• [TASK TO CARRY OUT]: The data is to be set down once more, exactly as it reads.

--

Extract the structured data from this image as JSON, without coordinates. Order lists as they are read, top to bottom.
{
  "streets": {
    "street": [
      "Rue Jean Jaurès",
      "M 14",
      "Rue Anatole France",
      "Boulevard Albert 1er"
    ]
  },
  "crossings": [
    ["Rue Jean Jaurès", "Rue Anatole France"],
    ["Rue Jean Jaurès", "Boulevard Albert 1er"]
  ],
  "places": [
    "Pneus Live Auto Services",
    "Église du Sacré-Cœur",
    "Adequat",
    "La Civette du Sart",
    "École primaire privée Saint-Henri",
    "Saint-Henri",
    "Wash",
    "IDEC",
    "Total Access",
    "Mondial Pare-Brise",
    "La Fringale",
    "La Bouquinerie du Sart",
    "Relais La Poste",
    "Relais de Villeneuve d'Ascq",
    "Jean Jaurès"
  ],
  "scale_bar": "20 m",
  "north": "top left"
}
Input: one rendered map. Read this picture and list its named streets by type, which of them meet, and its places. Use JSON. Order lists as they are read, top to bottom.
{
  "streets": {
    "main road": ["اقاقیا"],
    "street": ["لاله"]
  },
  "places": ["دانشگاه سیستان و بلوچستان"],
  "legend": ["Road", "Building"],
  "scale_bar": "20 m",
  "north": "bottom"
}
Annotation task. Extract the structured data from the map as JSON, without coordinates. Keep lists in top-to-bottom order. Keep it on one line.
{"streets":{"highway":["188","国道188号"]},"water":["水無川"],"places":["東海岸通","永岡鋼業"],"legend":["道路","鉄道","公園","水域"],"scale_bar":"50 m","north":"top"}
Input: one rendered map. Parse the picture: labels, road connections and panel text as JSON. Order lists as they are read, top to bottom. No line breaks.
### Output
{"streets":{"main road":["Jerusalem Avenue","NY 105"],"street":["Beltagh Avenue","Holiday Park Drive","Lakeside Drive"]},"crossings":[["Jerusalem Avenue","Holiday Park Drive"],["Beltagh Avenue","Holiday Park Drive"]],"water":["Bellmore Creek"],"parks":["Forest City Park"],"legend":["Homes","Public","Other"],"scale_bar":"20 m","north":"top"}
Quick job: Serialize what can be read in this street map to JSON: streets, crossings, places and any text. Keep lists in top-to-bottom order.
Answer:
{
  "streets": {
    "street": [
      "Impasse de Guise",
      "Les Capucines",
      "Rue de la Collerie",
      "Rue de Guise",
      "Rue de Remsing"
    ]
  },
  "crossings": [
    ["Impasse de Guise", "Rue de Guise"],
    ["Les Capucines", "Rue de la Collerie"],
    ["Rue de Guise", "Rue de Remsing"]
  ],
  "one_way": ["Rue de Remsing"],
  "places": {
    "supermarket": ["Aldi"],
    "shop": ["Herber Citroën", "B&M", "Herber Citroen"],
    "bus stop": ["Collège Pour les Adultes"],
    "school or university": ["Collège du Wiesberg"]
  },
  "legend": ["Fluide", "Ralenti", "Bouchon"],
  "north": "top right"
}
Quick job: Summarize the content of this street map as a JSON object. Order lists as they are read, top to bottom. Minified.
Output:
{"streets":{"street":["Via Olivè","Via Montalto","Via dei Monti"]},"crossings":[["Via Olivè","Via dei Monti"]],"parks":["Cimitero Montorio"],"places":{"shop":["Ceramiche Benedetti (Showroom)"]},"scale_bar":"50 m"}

--

• [RESULT OF THIS EXERCISE]:
Extract the structured data from this image as JSON, without coordinates. Order lists as they are read, top to bottom.
{
  "streets": {
    "street": [
      "Rue Jean Jaurès",
      "M 14",
      "Rue Anatole France",
      "Boulevard Albert 1er"
    ]
  },
  "crossings": [
    ["Rue Jean Jaurès", "Rue Anatole France"],
    ["Rue Jean Jaurès", "Boulevard Albert 1er"]
  ],
  "places": [
    "Pneus Live Auto Services",
    "Église du Sacré-Cœur",
    "Adequat",
    "La Civette du Sart",
    "École primaire privée Saint-Henri",
    "Saint-Henri",
    "Wash",
    "IDEC",
    "Total Access",
    "Mondial Pare-Brise",
    "La Fringale",
    "La Bouquinerie du Sart",
    "Relais La Poste",
    "Relais de Villeneuve d'Ascq",
    "Jean Jaurès"
  ],
  "scale_bar": "20 m",
  "north": "top left"
}
Input: one rendered map. Read this picture and list its named streets by type, which of them meet, and its places. Use JSON. Order lists as they are read, top to bottom.
{
  "streets": {
    "main road": ["اقاقیا"],
    "street": ["لاله"]
  },
  "places": ["دانشگاه سیستان و بلوچستان"],
  "legend": ["Road", "Building"],
  "scale_bar": "20 m",
  "north": "bottom"
}
Annotation task. Extract the structured data from the map as JSON, without coordinates. Keep lists in top-to-bottom order. Keep it on one line.
{"streets":{"highway":["188","国道188号"]},"water":["水無川"],"places":["東海岸通","永岡鋼業"],"legend":["道路","鉄道","公園","水域"],"scale_bar":"50 m","north":"top"}
Input: one rendered map. Parse the picture: labels, road connections and panel text as JSON. Order lists as they are read, top to bottom. No line breaks.
### Output
{"streets":{"main road":["Jerusalem Avenue","NY 105"],"street":["Beltagh Avenue","Holiday Park Drive","Lakeside Drive"]},"crossings":[["Jerusalem Avenue","Holiday Park Drive"],["Beltagh Avenue","Holiday Park Drive"]],"water":["Bellmore Creek"],"parks":["Forest City Park"],"legend":["Homes","Public","Other"],"scale_bar":"20 m","north":"top"}
Quick job: Serialize what can be read in this street map to JSON: streets, crossings, places and any text. Keep lists in top-to-bottom order.
Answer:
{
  "streets": {
    "street": [
      "Impasse de Guise",
      "Les Capucines",
      "Rue de la Collerie",
      "Rue de Guise",
      "Rue de Remsing"
    ]
  },
  "crossings": [
    ["Impasse de Guise", "Rue de Guise"],
    ["Les Capucines", "Rue de la Collerie"],
    ["Rue de Guise", "Rue de Remsing"]
  ],
  "one_way": ["Rue de Remsing"],
  "places": {
    "supermarket": ["Aldi"],
    "shop": ["Herber Citroën", "B&M", "Herber Citroen"],
    "bus stop": ["Collège Pour les Adultes"],
    "school or university": ["Collège du Wiesberg"]
  },
  "legend": ["Fluide", "Ralenti", "Bouchon"],
  "north": "top right"
}
Quick job: Summarize the content of this street map as a JSON object. Order lists as they are read, top to bottom. Minified.
Output:
{"streets":{"street":["Via Olivè","Via Montalto","Via dei Monti"]},"crossings":[["Via Olivè","Via dei Monti"]],"parks":["Cimitero Montorio"],"places":{"shop":["Ceramiche Benedetti (Showroom)"]},"scale_bar":"50 m"}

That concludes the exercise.